QUELQUES MOTS SUR LE LATIN

"Les mots... laissent voir dans une profondeur assez claire toute la population de leur histoire."(Paul Valery, les Cahiers).

Le sort du latin ne peut dépendre d'une seule institution, fût-elle l'Education Nationale: Il appartient à notre histoire depuis des siècles et son influence s'étend bien au-delà de nos frontières.

Laissons-là les soupçons incongrus inspirés par l'attention attirée sur le réel du latin!.

Le latin est d'abord l'affaire des historiens: fidèles et vigilants gardiens de la mémoire des peuples,et de leurs langues ,ils ne reconstituent pas le passé à leur guise, mais en se tenant aussi près que possible du réel.

Ils sont les mieux placés pour avertir l'opinion et l'Etat qu'il est grave d'ensevelir tout un pan de notre passé, ancien et récent: or c'est bien à cela que nous condamnerons une langue ancienne, la nôtre, en la livrant au statut optionnel que lui réserve l'obscurantisme économique; un exemple éloquent :le latin a été le plus grand véhicule de la littérature et de la pensée Chrétiennes.

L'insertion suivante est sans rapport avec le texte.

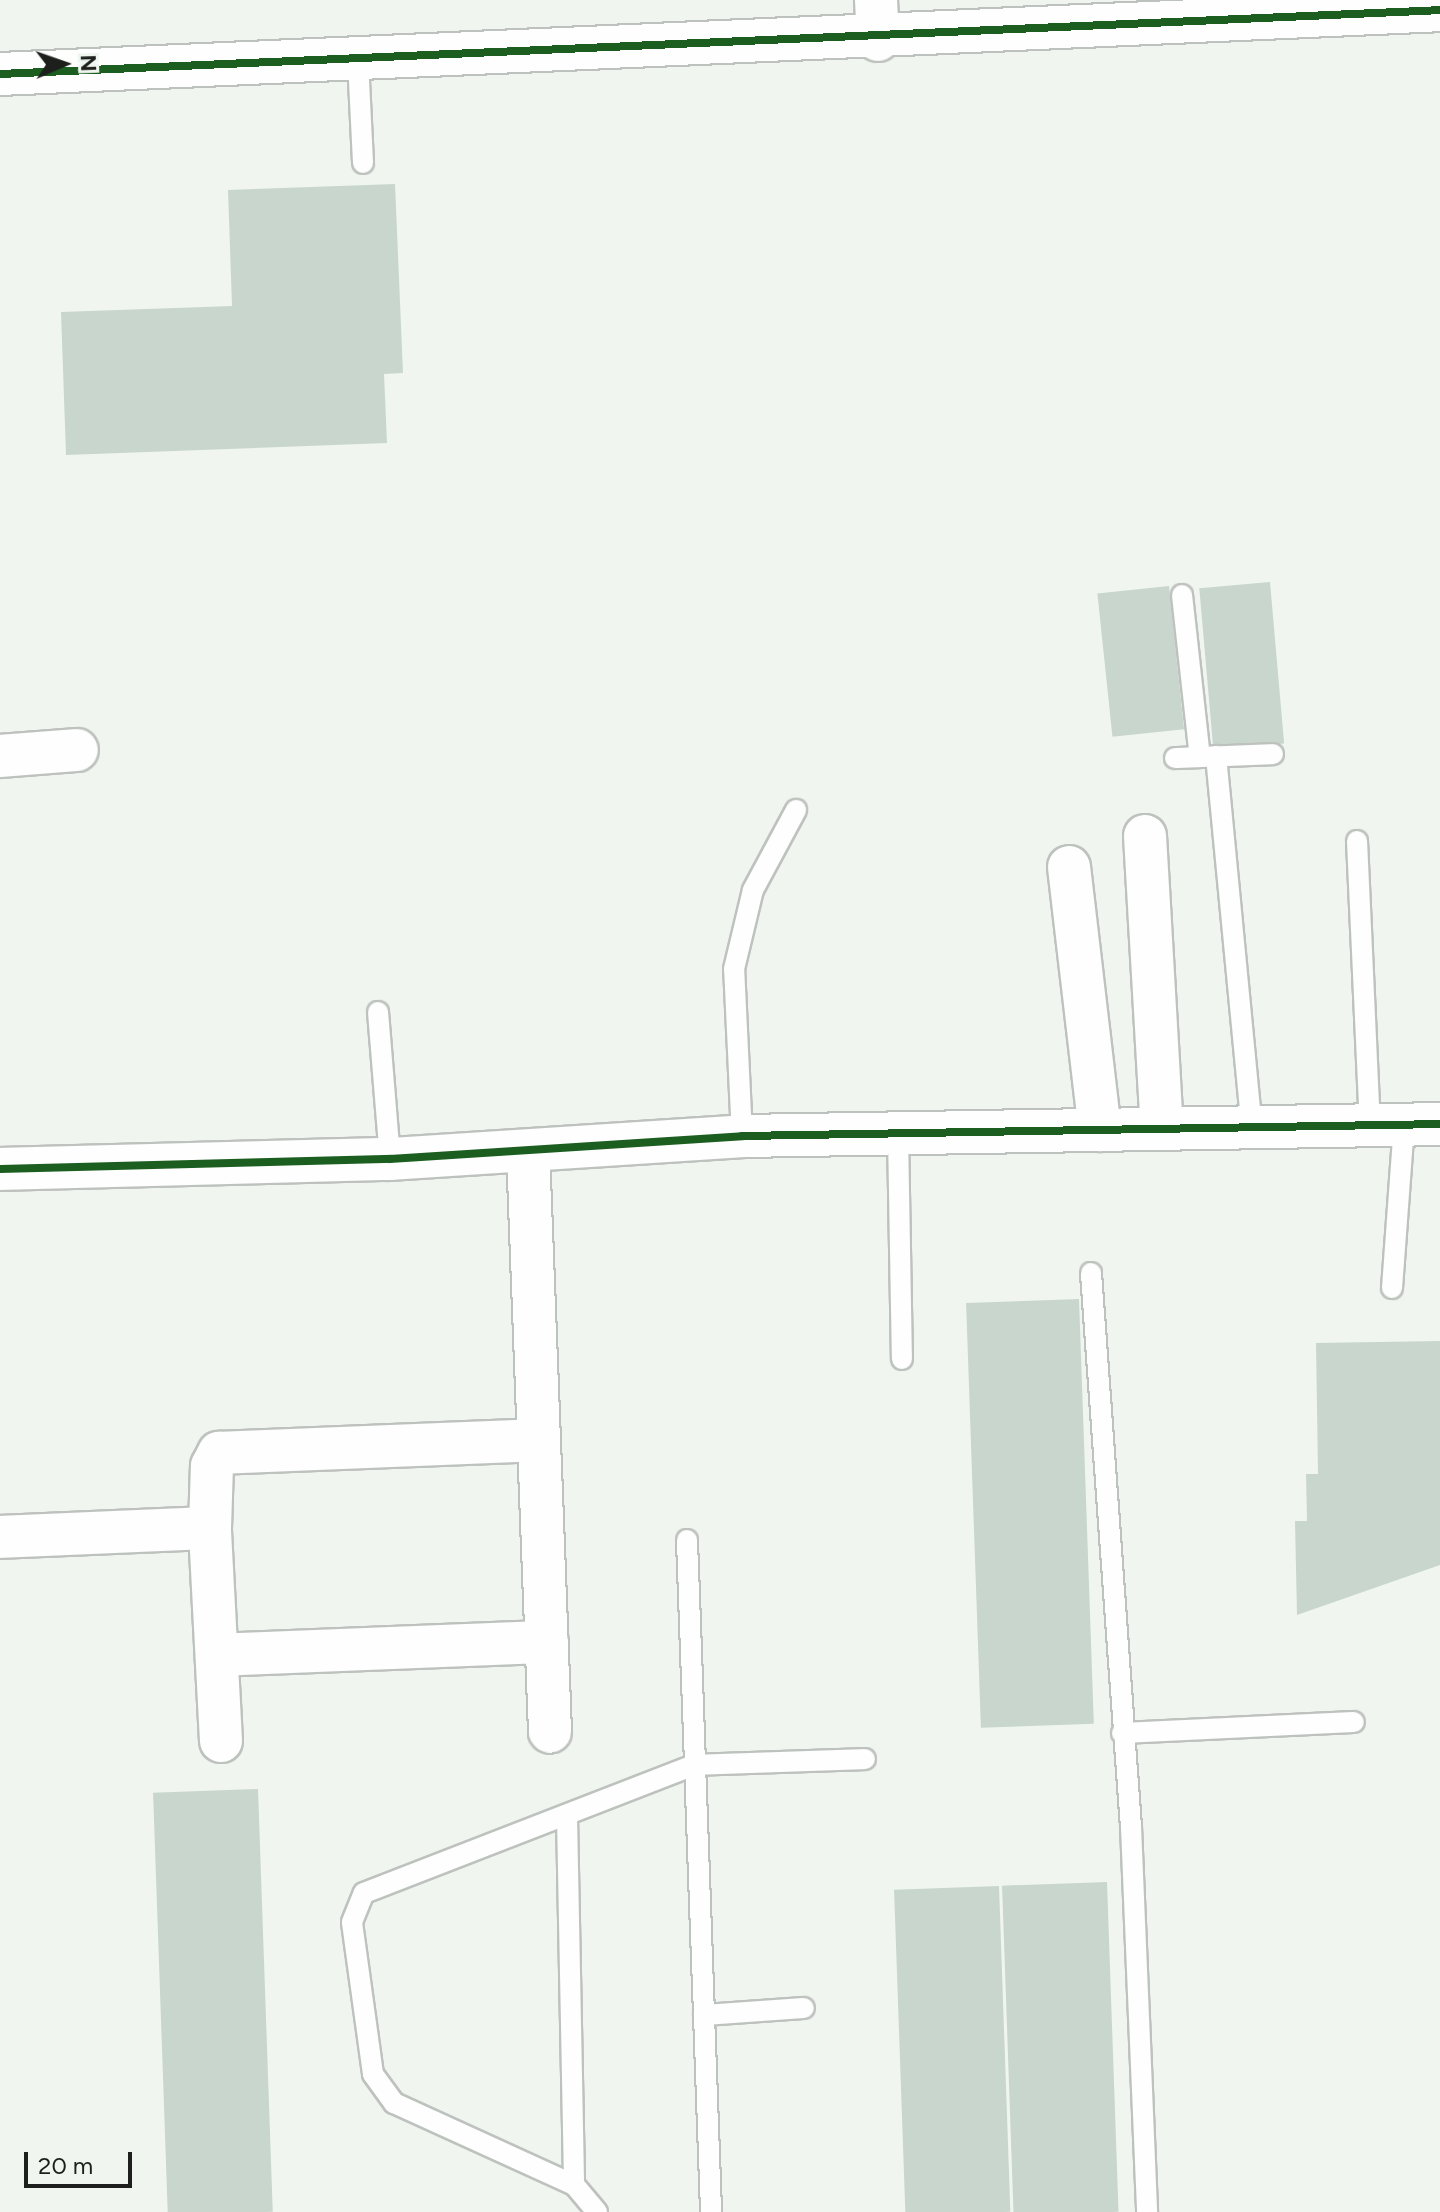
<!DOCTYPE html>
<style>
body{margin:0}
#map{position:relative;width:1440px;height:2212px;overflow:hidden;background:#f0f5f0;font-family:Figtree,sans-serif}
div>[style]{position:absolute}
.building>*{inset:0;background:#c8d6ce;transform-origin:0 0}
.roads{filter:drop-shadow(2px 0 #bec2be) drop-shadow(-2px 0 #bec2be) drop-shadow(0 2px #bec2be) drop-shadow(0 -2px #bec2be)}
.service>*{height:20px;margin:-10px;padding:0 10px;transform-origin:10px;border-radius:10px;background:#fdfefd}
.minor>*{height:42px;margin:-21px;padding:0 21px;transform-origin:21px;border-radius:21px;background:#fdfefd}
.cycleway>*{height:8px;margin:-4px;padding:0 4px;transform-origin:4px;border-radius:4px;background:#1b5e20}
span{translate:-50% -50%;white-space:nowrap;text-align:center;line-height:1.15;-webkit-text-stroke:8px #eff6ef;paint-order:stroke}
.north{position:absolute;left:24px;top:24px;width:80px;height:80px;-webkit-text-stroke:6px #eff6ef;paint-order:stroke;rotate:88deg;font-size:22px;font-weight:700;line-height:32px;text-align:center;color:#1d1f1c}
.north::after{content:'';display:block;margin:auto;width:28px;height:36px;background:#1d1f1c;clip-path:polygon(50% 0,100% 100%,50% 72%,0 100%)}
.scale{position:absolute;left:24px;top:2152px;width:108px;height:36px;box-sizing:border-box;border:4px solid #1d1f1c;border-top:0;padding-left:10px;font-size:24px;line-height:28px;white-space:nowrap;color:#1d1f1c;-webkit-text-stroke:6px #eff6ef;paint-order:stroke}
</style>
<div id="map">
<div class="building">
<div style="clip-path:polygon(395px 184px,403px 373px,384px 374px,387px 443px,66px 455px,61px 312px,232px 306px,228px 190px)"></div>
<div style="left:1270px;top:582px;width:162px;height:71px;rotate:85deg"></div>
<div style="left:1169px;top:586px;width:144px;height:72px;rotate:84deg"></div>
<div style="left:1079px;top:1299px;width:425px;height:113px;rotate:88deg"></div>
<div style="clip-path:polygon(1440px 1341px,1440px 1565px,1297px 1615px,1295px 1521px,1307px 1521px,1306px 1474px,1318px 1474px,1316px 1343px)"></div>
<div style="left:258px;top:1789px;width:423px;height:105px;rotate:88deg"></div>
<div style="left:1107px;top:1882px;width:330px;height:105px;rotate:88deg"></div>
<div style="left:999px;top:1886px;width:326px;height:105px;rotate:88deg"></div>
</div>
<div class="roads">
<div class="service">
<div style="left:358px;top:60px;width:103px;rotate:87.2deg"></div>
<div style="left:1182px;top:595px;width:163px;rotate:83.7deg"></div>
<div style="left:1216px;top:756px;width:373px;rotate:84.5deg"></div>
<div style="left:1175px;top:758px;width:98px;rotate:-2.3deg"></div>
<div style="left:1357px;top:841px;width:283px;rotate:87.4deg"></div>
<div style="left:378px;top:1012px;width:147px;rotate:85.3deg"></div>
<div style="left:898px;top:1134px;width:225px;rotate:89deg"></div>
<div style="left:742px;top:1136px;width:167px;rotate:-92.7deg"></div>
<div style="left:734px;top:969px;width:81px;rotate:-76.5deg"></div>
<div style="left:753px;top:890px;width:91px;rotate:-61.7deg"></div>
<div style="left:1091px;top:1273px;width:555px;rotate:85.87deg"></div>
<div style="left:1131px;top:1827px;width:385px;rotate:87.6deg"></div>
<div style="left:1392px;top:1288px;width:164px;rotate:-85.8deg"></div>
<div style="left:687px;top:1540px;width:672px;rotate:87.95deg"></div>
<div style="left:1122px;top:1733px;width:232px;rotate:-2.7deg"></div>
<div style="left:567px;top:1816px;width:369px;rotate:88.9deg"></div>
<div style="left:704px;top:2015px;width:100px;rotate:-4deg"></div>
<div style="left:597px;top:2212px;width:35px;rotate:-130deg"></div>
<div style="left:574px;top:2185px;width:198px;rotate:-155.5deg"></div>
<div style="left:394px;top:2103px;width:36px;rotate:-126deg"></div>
<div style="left:373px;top:2074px;width:153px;rotate:-97.9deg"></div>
<div style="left:352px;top:1922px;width:31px;rotate:-68deg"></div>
<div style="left:364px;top:1893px;width:354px;rotate:-21.2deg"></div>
<div style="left:694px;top:1765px;width:171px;rotate:-2deg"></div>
</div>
<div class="minor">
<div style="left:876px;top:0;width:40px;rotate:87.1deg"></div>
<div style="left:0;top:74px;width:1441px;rotate:-2.54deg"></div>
<div style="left:0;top:756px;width:77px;rotate:-4.5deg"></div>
<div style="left:1145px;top:836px;width:293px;rotate:86.7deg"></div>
<div style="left:1069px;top:867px;width:265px;rotate:83.3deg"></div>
<div style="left:528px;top:1151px;width:581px;rotate:87.83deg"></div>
<div style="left:0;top:1169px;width:390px;rotate:-1.5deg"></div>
<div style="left:390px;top:1159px;width:353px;rotate:-3.7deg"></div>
<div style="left:742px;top:1136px;width:698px;rotate:-0.98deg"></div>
<div style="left:0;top:1537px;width:210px;rotate:-2.5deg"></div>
<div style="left:217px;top:1655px;width:330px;rotate:-2.3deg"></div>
<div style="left:221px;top:1741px;width:213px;rotate:-93deg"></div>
<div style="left:210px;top:1528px;width:62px;rotate:-88.2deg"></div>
<div style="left:212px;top:1466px;width:15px;rotate:-62deg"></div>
<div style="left:219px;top:1453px;width:320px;rotate:-2.3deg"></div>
</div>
</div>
<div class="cycleway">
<div style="left:0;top:74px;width:1441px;rotate:-2.54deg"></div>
<div style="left:0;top:1169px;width:390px;rotate:-1.5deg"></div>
<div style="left:390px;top:1159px;width:353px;rotate:-3.7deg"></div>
<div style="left:742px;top:1136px;width:698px;rotate:-0.98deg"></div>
</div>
<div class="north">N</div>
<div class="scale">20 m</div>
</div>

le latin devrait faire partie des fondamentaux qui se transmettent tout au long du cursus scolaire, tous les éléments de notre grammaire proviennent du latin, prépositions ,locutions prépositives, conjonctions, connecteurs, système hypothétique,etc, sans parler de sa présence dans  les secteurs des sciences "humaines" ni même de ses traces dans le lexique scientifique ".

Il convient,évidemment,de repenser ambitieusementl'enseignement du latin sans le dissocier du français et de l'histoire et de repenser la grammaire sous l'éclairage du latin.

Le latin ne devrait pas être à  "défendre" : c'est humiliant

Et ne pas oublier de repenser avec le plus de bon sens possible à la formation du professeur de Lettres ,capétien et agrégé: le latin est nécessairement la dimension scientifique de la formation des professeurs de Lettres.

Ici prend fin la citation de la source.